Anna Louie Sussman befragt bei Artsy das im Report konstatierte Phänomen, dass im vergangenen Jahr für jede geschlossen Galerie nur eine neu eröffnet habe, während vor zehn Jahren noch fünfmal so viele gegründet worden seien wie geschlossen wurden. Auf die naheliegende Idee, dass das vielleicht einfach ein paar zu viele gewesen sein könnten, kommt sie nicht.

Die Spekulation mit Kunst in den USA könnte einen Dämpfer erhalten. Wie schon länger erwartet, habe die Trumpsche Steuerreform ein Schlupfloch geschlossen, das Gewinne aus Kunstverkäufen steuerfrei gestellt hatte, wenn die Erlöse ebenfalls in Kunst reinvestiert wurden, schreibt Franco Brussardi in Il Sole 24 Ore. Ursprünglich war die entsprechende Regelung vor über 100 Jahren für private Immobiliengeschäfte erlassen worden. Aktuell machen sich die Kryptowährungsspekulanten noch Hoffnungen.

Seinen pragmatischen Zugang zum Thema zeitgenössische Kunst als Wertanlage demonstriert der Berliner Galerist Johann König im Interview mit Susanne Schreiber und Thomas Tuma für das Handelsblatt vom 16. März: "Ist der Ansatz denn so unverständlich?

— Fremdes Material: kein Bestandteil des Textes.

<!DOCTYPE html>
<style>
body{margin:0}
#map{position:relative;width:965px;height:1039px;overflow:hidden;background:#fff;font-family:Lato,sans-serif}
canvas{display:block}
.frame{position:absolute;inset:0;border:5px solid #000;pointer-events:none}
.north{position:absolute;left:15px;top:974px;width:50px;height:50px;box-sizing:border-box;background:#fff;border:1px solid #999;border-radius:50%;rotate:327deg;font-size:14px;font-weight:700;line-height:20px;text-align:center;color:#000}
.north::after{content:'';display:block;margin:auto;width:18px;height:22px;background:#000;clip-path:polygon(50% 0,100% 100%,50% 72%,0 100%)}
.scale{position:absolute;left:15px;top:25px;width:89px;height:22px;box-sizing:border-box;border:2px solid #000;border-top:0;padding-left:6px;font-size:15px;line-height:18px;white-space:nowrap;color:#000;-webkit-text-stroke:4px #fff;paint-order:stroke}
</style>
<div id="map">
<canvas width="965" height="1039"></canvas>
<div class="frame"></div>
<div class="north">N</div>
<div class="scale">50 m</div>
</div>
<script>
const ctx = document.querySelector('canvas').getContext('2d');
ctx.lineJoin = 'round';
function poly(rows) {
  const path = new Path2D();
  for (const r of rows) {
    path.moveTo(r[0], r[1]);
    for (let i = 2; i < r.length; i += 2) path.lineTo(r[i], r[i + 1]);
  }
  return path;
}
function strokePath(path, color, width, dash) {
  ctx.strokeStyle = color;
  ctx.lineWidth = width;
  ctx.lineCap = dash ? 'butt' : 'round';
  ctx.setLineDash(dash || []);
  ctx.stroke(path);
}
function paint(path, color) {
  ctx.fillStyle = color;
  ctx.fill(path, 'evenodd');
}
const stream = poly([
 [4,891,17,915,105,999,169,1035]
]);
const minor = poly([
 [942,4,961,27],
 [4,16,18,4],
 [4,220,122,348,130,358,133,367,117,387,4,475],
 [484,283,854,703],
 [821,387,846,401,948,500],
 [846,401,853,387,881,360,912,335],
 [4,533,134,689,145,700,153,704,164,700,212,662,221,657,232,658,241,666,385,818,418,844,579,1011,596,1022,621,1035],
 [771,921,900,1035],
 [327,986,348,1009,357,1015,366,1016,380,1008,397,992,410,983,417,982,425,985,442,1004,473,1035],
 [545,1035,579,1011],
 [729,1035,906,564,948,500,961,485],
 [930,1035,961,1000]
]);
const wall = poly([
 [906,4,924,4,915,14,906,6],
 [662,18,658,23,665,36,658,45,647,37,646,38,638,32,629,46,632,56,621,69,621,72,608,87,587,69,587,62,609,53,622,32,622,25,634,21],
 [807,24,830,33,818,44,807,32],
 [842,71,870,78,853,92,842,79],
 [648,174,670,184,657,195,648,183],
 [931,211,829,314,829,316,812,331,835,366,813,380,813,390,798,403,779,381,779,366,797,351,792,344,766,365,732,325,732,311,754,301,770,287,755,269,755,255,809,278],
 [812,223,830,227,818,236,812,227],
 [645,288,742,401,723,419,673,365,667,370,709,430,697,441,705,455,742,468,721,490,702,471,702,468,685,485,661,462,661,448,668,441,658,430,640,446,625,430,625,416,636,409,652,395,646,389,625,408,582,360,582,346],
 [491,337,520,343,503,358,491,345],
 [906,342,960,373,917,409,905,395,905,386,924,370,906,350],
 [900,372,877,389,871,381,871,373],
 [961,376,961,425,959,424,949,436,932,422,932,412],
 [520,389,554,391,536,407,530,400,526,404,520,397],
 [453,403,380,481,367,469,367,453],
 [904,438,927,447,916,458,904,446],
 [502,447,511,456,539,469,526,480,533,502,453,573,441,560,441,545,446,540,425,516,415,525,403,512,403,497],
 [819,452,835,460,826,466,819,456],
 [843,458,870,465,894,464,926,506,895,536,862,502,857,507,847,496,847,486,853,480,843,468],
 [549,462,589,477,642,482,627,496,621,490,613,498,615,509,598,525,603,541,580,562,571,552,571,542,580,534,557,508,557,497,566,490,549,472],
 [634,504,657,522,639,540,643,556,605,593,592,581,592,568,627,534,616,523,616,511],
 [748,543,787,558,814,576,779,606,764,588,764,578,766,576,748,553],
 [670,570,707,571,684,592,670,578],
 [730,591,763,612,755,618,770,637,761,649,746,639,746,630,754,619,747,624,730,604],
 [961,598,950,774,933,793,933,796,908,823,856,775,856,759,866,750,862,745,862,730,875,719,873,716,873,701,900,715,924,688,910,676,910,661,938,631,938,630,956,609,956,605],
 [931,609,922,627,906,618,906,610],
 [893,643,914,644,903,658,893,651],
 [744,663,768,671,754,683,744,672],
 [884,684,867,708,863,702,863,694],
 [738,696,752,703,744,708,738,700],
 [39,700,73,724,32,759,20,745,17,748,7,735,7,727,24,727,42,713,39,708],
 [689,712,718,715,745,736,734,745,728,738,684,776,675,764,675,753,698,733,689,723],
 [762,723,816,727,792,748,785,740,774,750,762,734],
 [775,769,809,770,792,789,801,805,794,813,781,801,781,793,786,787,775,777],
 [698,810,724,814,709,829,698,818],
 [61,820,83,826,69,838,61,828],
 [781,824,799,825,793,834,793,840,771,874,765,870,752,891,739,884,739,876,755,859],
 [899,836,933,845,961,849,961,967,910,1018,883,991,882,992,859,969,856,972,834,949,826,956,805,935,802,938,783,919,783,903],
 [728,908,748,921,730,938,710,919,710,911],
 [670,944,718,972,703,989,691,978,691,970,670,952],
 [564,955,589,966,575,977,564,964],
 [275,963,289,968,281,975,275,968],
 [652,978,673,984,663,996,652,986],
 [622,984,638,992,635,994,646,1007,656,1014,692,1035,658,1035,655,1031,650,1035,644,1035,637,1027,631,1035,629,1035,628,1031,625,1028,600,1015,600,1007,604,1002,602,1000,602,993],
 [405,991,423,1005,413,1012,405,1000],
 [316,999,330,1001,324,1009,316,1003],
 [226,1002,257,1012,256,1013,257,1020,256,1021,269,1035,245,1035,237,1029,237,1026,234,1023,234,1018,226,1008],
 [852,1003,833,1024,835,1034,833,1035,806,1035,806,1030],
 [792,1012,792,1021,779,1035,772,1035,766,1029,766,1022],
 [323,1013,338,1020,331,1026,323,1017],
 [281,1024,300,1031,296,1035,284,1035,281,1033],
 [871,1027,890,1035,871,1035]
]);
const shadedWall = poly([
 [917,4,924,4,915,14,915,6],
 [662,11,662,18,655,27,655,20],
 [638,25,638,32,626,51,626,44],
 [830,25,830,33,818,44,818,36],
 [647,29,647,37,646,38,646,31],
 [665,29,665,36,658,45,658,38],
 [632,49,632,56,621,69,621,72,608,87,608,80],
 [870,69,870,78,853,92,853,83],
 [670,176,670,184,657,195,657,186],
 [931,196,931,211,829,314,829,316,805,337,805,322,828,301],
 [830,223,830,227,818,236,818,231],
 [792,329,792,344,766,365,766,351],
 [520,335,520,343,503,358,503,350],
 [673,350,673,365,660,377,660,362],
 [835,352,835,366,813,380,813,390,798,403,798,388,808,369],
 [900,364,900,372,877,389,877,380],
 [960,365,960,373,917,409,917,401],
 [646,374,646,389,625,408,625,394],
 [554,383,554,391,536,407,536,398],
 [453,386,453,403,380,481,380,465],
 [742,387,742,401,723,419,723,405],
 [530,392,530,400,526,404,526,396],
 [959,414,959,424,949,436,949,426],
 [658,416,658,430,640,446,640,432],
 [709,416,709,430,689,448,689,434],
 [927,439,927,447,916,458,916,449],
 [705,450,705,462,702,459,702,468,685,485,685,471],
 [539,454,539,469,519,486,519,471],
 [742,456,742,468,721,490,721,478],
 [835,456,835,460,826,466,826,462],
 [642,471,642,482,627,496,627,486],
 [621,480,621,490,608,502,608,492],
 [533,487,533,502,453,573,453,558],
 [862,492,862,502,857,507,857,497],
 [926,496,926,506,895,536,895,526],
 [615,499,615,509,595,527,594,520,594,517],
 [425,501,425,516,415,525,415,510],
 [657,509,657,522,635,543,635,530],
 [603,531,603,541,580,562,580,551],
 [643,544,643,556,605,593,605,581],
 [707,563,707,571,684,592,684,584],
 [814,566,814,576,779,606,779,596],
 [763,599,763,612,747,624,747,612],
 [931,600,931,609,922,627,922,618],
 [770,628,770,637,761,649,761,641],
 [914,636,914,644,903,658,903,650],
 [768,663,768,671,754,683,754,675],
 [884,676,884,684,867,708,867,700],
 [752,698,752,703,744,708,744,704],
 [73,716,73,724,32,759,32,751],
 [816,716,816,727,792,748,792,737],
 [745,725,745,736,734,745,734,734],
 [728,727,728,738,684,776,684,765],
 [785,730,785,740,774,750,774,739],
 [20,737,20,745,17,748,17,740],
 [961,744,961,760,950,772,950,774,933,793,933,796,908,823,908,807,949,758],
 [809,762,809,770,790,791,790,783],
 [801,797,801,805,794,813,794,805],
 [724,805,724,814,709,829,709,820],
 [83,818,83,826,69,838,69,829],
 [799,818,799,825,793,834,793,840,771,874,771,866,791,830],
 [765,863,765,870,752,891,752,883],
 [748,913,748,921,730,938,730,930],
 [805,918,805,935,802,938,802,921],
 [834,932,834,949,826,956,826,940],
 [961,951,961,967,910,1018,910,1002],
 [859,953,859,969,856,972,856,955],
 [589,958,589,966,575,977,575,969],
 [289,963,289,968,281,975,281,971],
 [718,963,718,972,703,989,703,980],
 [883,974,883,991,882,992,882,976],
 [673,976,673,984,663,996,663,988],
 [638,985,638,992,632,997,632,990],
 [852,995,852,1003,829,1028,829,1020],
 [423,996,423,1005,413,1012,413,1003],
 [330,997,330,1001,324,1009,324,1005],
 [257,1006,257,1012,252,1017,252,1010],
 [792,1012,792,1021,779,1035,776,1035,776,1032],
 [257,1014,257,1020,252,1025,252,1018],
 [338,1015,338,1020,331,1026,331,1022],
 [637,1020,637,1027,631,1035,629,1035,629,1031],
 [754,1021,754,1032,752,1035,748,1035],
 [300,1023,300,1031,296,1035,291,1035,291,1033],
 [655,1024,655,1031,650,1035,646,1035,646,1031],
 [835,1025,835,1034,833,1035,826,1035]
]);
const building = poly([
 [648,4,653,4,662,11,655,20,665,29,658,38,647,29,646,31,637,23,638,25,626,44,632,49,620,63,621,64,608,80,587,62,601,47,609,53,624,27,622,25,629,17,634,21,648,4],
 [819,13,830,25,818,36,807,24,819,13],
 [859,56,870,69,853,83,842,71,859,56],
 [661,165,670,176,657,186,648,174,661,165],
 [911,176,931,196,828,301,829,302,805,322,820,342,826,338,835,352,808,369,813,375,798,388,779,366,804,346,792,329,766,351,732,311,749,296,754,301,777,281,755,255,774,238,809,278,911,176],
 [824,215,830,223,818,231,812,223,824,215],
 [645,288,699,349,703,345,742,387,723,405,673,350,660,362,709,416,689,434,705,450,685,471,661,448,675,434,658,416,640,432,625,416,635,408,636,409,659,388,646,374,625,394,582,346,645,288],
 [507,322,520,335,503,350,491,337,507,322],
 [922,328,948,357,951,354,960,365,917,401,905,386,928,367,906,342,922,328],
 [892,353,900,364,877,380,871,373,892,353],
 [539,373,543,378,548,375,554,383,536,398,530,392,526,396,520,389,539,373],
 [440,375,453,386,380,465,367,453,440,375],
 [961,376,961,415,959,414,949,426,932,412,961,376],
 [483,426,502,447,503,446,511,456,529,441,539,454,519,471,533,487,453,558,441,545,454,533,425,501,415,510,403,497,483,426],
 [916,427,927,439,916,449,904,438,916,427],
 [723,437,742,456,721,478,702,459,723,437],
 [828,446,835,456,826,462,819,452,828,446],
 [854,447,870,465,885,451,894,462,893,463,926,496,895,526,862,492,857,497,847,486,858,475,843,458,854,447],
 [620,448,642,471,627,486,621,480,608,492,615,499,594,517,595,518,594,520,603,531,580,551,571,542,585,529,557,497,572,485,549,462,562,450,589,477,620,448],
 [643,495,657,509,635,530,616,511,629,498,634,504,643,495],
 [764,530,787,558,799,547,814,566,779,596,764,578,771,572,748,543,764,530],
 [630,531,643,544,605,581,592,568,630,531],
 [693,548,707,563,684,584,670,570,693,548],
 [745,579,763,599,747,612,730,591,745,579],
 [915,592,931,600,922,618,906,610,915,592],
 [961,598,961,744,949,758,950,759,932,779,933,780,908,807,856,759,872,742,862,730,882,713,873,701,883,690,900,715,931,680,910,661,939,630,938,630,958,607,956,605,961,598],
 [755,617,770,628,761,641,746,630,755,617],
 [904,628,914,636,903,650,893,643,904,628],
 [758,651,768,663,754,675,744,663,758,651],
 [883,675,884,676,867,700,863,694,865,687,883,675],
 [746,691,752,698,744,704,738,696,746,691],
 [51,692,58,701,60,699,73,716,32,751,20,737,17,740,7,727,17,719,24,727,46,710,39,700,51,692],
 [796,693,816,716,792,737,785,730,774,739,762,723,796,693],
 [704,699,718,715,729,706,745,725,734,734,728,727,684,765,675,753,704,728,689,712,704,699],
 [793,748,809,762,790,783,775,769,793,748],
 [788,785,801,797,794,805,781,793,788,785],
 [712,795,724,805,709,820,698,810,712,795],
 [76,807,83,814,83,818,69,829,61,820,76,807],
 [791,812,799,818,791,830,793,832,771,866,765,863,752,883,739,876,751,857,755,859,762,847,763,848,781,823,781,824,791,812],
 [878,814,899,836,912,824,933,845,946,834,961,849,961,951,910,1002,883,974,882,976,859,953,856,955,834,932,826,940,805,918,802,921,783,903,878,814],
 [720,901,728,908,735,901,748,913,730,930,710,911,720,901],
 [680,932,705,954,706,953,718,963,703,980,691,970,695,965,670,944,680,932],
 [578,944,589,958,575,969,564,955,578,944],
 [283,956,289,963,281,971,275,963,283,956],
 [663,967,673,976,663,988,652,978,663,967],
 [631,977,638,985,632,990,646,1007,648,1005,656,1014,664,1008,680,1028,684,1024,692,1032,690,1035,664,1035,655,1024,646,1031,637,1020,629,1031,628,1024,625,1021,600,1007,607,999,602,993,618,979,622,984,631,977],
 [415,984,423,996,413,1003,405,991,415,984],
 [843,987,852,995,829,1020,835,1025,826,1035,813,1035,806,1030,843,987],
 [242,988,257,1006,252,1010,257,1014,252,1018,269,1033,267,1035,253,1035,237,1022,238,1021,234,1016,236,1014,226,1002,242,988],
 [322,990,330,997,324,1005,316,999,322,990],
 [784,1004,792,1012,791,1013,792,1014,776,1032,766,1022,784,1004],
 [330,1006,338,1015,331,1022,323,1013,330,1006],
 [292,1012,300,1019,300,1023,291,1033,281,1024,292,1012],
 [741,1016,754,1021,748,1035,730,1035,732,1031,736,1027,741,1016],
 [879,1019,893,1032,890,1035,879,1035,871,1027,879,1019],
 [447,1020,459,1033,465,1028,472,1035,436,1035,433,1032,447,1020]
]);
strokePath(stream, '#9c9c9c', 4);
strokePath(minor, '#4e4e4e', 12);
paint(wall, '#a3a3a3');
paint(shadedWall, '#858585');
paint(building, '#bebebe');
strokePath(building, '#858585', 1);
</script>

Jeder, der Summen über 50.000 Euro für ein einzelnes Werk ausgibt, will zumindest sicherstellen, dass er dieses Geld irgendwann wieder zurückbekommen könnte. Sammlern und Käufern nur rein ideelles Interesse zu unterstellen, wäre totaler Quatsch. Mein Ratschlag an Sammler ist stets: 'Bis 10.000 oder 15.000 Euro reicht es, wenn es dir nur gefällt. Folge deiner Intuition! Ab 50.000 Euro musst du Marktrecherchen machen!'"

In seiner mehrteiligen Geschichte des Kunstmarkts erzählt Christian Herchenröder im Handelsblatt vom 15. März vom Bedeutungsverlust der Regionalmärkte im Zuge des Kunstmarktbooms seit den 80er Jahren, die aber immer noch vorhanden seien: "In ihrer Spitze werden die Märkte von New York bis Hongkong vom Großkapital der Superreichen angetrieben. Die schlucken ohnehin nur die teuerste spekulationsreife Kost. Aber in den weniger rekordbeladenen Zonen regieren noch Marktvernunft und echte Leidenschaft, stimmt noch die Relation zwischen Lustobjekt und Preis. Es ist diese dauerhafte Unterströmung, die die Märkte auch durch magere Zeiten trägt. Solange sie weiterwirkt, sind auch geplatzte Spekulationsblasen leichter zu verschmerzen. Nicht mehr und nicht weniger lehrt uns die Markthistorie der letzten 65 Jahre."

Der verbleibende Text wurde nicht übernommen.